Italia
#PAdigitale è una rubrica settimanale a cura di Paolo Colli Franzone promossa da Key4biz e NetSquare – Osservatorio Netics. Per consultare gli articoli precedenti, clicca qui.
Mentre ancora non è chiaro il futuro della governance dell’Agenda Digitale (la telenovela dell’AGID e del suo statuto, l’ormai imminente uscita di Francesco Caio dalla struttura di missione al netto da eventuali sorprese), il mercato IT specializzato in forniture alla pubblica amministrazione e alla sanità continua a manifestare sofferenze.
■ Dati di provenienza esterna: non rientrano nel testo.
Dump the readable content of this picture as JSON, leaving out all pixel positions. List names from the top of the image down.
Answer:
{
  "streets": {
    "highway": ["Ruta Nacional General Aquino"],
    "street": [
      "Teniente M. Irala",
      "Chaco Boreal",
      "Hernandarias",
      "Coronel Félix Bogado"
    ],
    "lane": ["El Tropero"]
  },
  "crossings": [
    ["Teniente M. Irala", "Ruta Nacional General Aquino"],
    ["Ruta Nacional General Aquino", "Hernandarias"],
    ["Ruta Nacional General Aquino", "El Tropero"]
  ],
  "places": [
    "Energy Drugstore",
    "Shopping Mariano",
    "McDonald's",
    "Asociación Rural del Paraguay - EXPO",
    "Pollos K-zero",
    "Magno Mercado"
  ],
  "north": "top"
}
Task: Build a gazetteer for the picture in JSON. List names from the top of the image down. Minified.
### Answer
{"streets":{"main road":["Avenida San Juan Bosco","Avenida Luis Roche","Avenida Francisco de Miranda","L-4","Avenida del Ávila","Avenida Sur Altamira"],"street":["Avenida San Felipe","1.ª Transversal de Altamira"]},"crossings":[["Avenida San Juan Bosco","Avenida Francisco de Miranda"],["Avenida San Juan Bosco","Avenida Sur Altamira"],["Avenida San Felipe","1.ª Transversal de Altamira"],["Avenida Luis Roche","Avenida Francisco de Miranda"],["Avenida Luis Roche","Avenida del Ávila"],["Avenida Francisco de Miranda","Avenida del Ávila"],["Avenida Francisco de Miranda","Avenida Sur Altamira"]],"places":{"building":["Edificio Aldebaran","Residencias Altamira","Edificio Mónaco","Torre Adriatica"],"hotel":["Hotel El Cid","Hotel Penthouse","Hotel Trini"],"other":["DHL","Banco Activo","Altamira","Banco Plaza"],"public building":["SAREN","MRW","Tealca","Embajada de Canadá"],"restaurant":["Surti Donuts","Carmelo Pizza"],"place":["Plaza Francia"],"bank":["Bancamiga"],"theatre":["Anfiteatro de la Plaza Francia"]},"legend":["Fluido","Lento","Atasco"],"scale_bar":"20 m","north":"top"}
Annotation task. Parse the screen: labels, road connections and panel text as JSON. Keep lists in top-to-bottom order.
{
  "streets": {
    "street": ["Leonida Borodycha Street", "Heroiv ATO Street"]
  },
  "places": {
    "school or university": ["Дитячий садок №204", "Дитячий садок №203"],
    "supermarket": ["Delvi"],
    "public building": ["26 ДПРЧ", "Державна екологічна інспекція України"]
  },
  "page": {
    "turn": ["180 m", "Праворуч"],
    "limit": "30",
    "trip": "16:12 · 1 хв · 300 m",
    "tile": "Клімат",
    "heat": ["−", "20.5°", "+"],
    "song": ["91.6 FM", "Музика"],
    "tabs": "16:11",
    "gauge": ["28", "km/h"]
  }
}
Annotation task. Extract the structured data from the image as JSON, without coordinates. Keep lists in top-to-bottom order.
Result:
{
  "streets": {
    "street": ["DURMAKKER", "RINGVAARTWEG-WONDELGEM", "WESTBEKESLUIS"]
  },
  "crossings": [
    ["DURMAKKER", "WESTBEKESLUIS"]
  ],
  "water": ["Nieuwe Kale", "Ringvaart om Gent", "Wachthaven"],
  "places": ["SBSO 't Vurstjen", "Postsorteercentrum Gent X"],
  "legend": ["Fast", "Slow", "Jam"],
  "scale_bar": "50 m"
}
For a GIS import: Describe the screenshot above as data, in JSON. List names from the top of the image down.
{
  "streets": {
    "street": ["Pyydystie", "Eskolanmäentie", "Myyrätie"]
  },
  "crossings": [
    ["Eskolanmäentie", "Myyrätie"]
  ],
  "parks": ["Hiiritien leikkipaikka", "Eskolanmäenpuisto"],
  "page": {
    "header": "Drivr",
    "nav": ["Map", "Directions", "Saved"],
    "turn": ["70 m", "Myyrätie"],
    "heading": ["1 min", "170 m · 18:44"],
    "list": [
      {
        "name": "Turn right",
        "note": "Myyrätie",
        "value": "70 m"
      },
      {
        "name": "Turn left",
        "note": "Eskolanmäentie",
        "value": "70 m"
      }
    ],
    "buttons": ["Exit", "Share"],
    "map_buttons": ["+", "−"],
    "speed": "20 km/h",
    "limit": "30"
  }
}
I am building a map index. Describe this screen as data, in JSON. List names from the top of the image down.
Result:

Il combinato disposto tra mancanza di risorse finanziarie e incertezza in assenza di indirizzi, la domanda non compra e l’offerta non vende. Peraltro, in quei rari casi in cui qualcuno vende qualcosa molto spesso si finisce travolti dal ciclone dei ricorsi (che rallentano – mediamente – di un anno i tempi di fornitura) e quasi sempre ci si schianta con tempi di pagamento in qualche modo ridotti rispetto agli anni scorsi ma ancora del tutto inaccettabili.
La situazione è talmente critica che da almeno un anno cominciano a essere in difficoltà anche non poche (per non dire tutte) società ICT “in house”, quelle possedute da Regioni e/o enti locali e presenti in praticamente tutto il Paese (13 Regioni su 21).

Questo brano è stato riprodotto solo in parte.